Hi everyone, thanks for joining us. Very, very happy to have MP Materials here. We have the CFO, Ryan Corbett. We also have the head of IR, Martin Sheehan. I'm Ben Kallo, cover sustainable energy mobility. I'm going to turn it over to you, Ryan. Ryan's going to run through a few slides, and then we'll save time for Q&A. You can email me at bkallo@rwbaird.com or click in the upper right-hand of the screen. I think you can send an email as well. So Ryan, take it away, please. And thanks, Ben.
All right. Thanks. Yeah, thank you, Ben, for having me. Appreciate it. We'll toss the slides up here. There we go. Thanks, Martin. So, good afternoon, everybody. I'll breeze through these pretty quickly. You know, as you'd expect, we'll say some non-GAAP financial measures and make forward-looking statements, so please look at our SEC filings for reconciliations and for relevant risk factors. So, an overview on MP Materials. We are America's only scaled producer of rare earth materials. We own and operate the Mountain Pass rare earth mine and processing facility in Mountain Pass, California, and we are investing in a three-stage strategy to restore the full rare earth supply chain to the United States and to support the development of a diverse ex-China supply chain for critical rare earth materials.
We are a very scaled producer in our stage one business, the rare earth concentrate business, where we're a low teens% of the total market. We are in the process of ramping our stage two, which is refined and separated rare earth oxides and metals. We've made a tremendous amount of progress, and we're very excited about our stage three business, which is North American production of NdPr metal as well as magnets. We have a foundational customer in General Motors, who is taking a significant portion of the production of our initial facility, and we continue to execute on that strategy to bring magnet making back to the U.S. I'm going to the next slide.
As some of you are aware, maybe some are not, rare earths are a critical piece of the industrial economy and really, in a lot of ways, represent a single point of failure in certain industries that really drive quite a bit of GDP and economic security. It's not just, you know, electric vehicles of all flavors-plug-ins, regular hybrids, as well as battery electrics-but also robotics. You know, we've seen a lot of growth in that space. Wind energy, general industrial transportation, aerospace, you name it.
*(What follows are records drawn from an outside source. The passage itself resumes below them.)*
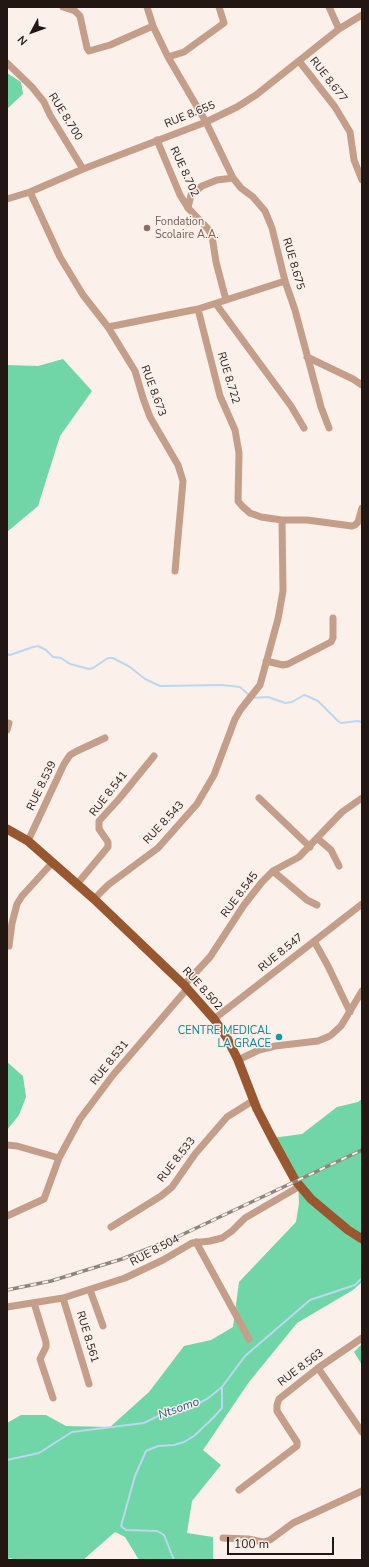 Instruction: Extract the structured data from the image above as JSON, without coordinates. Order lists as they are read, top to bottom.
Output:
{
  "streets": {
    "main road": ["RUE 8.502"],
    "street": [
      "RUE 8.677",
      "RUE 8.655",
      "RUE 8.700",
      "RUE 8.702",
      "RUE 8.675",
      "RUE 8.722",
      "RUE 8.673",
      "RUE 8.539",
      "RUE 8.541",
      "RUE 8.543",
      "RUE 8.545",
      "RUE 8.547",
      "RUE 8.531",
      "RUE 8.533",
      "RUE 8.504",
      "RUE 8.561",
      "RUE 8.563"
    ]
  },
  "crossings": [
    ["RUE 8.677", "RUE 8.655"],
    ["RUE 8.655", "RUE 8.700"],
    ["RUE 8.655", "RUE 8.702"],
    ["RUE 8.655", "RUE 8.675"],
    ["RUE 8.655", "RUE 8.673"],
    ["RUE 8.722", "RUE 8.543"],
    ["RUE 8.539", "RUE 8.502"],
    ["RUE 8.541", "RUE 8.502"],
    ["RUE 8.543", "RUE 8.502"],
    ["RUE 8.545", "RUE 8.502"],
    ["RUE 8.545", "RUE 8.531"],
    ["RUE 8.547", "RUE 8.502"],
    ["RUE 8.502", "RUE 8.531"],
    ["RUE 8.502", "RUE 8.533"],
    ["RUE 8.502", "RUE 8.504"],
    ["RUE 8.504", "RUE 8.561"]
  ],
  "water": ["Ntsomo"],
  "places": ["Fondation Scolaire A.A.", "CENTRE MEDICAL LA GRACE"],
  "scale_bar": "100 m",
  "north": "bottom left"
} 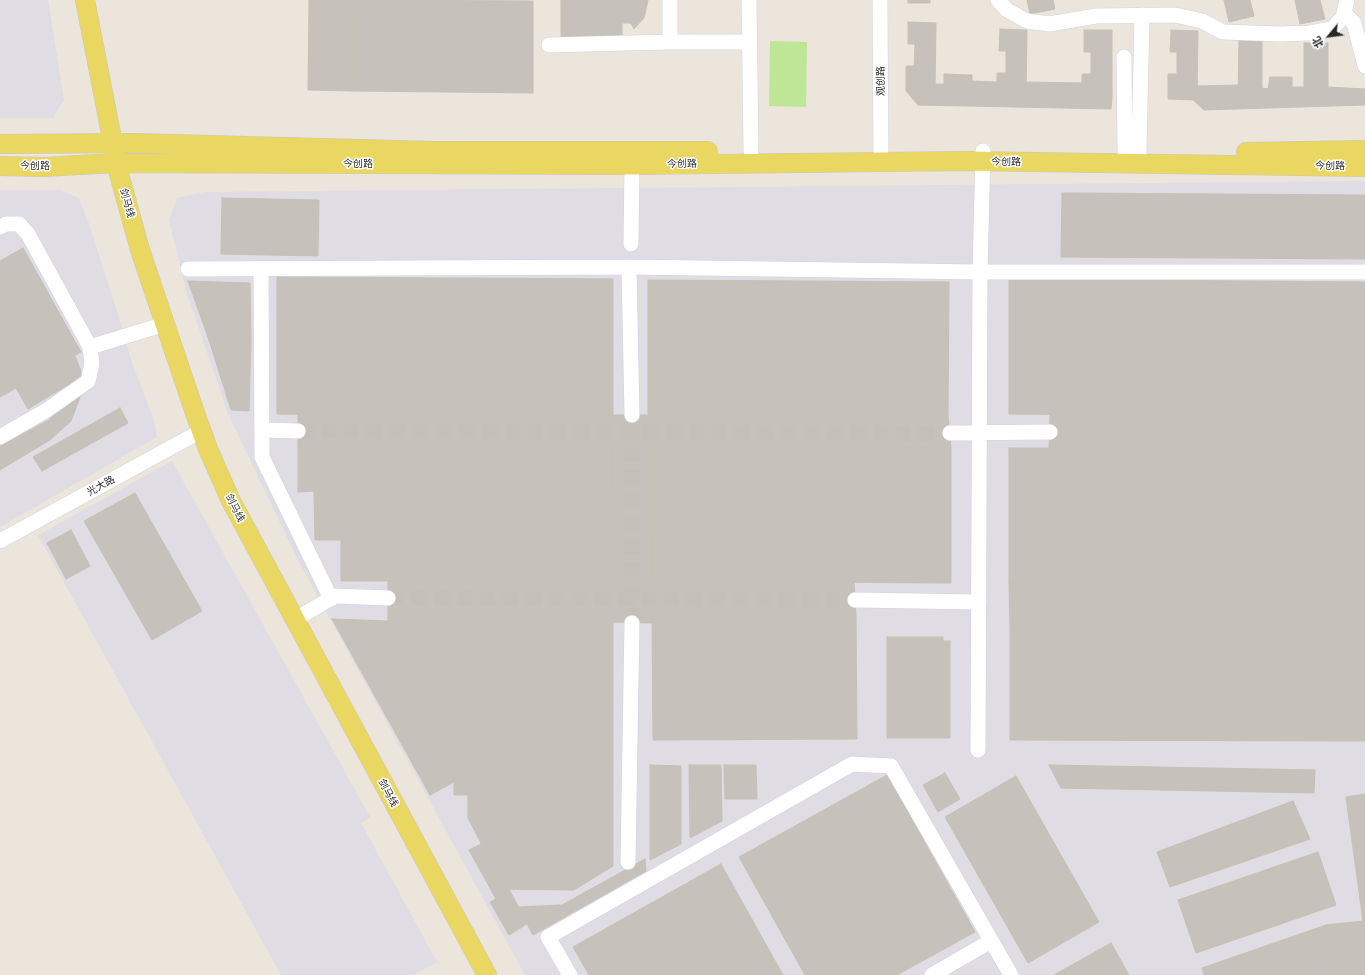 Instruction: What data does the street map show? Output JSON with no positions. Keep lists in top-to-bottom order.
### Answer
{
  "streets": {
    "main road": ["今创路", "剑马线"],
    "street": ["观创路", "光大路"]
  },
  "crossings": [
    ["观创路", "今创路"],
    ["今创路", "剑马线"],
    ["剑马线", "光大路"]
  ],
  "north": "bottom left"
} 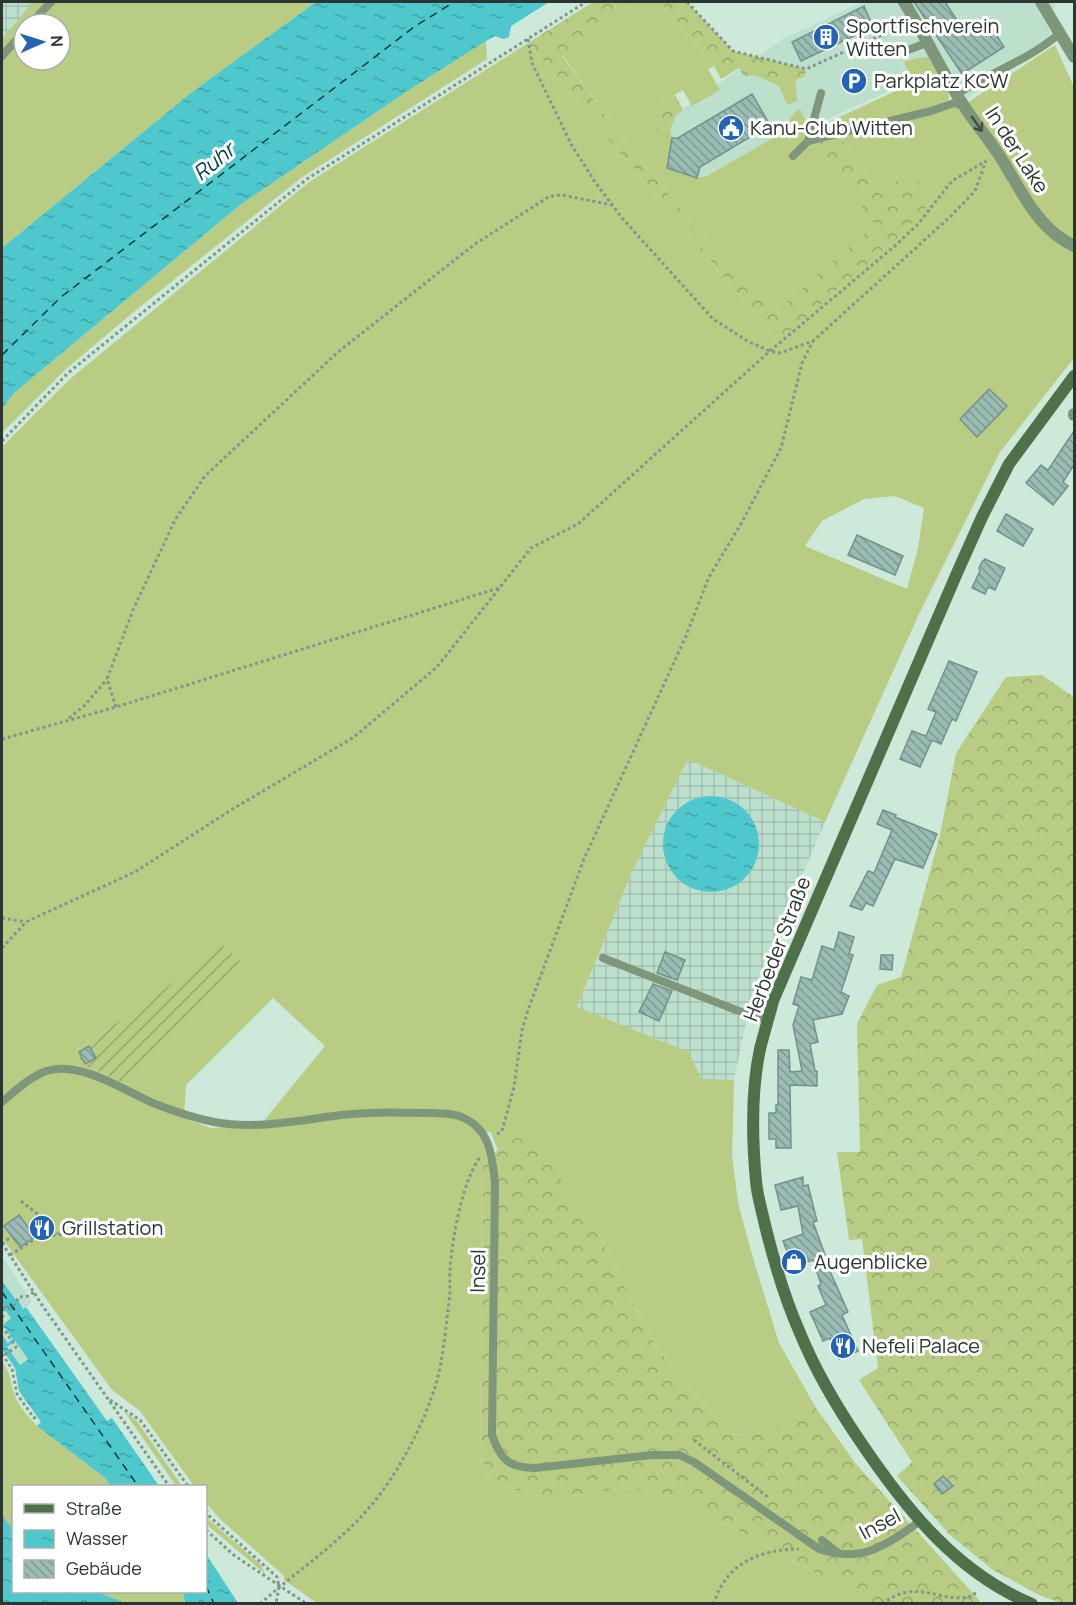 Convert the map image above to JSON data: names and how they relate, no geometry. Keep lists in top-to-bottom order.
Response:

Rare earth magnets are what enable industrial motion and are critical pieces of technology where the ability for the U.S. and the Western world to rely on a single area, whether it's China or anywhere else, is untenable.
And so from a supply chain security perspective, what we're doing is incredibly important, particularly as the world continues to electrify. I'm going to the next slide. This just gives you a sense of exactly how acute the problem is in the Western world. MP Materials stands as really the only scaled player in the Western world, and I'm sure we'll get into, particularly in the Q&A, some discussion around the pricing environment. But in today's world, you know, the economic moat around our business, frankly, is growing by the day, given the difficulty of bringing new supply of our materials online. I'm going to the next slide. This just gives a further sense of what I mentioned a moment ago about some of the critical, you know, very rapidly growing, demand drivers for rare earths and rare earth magnets.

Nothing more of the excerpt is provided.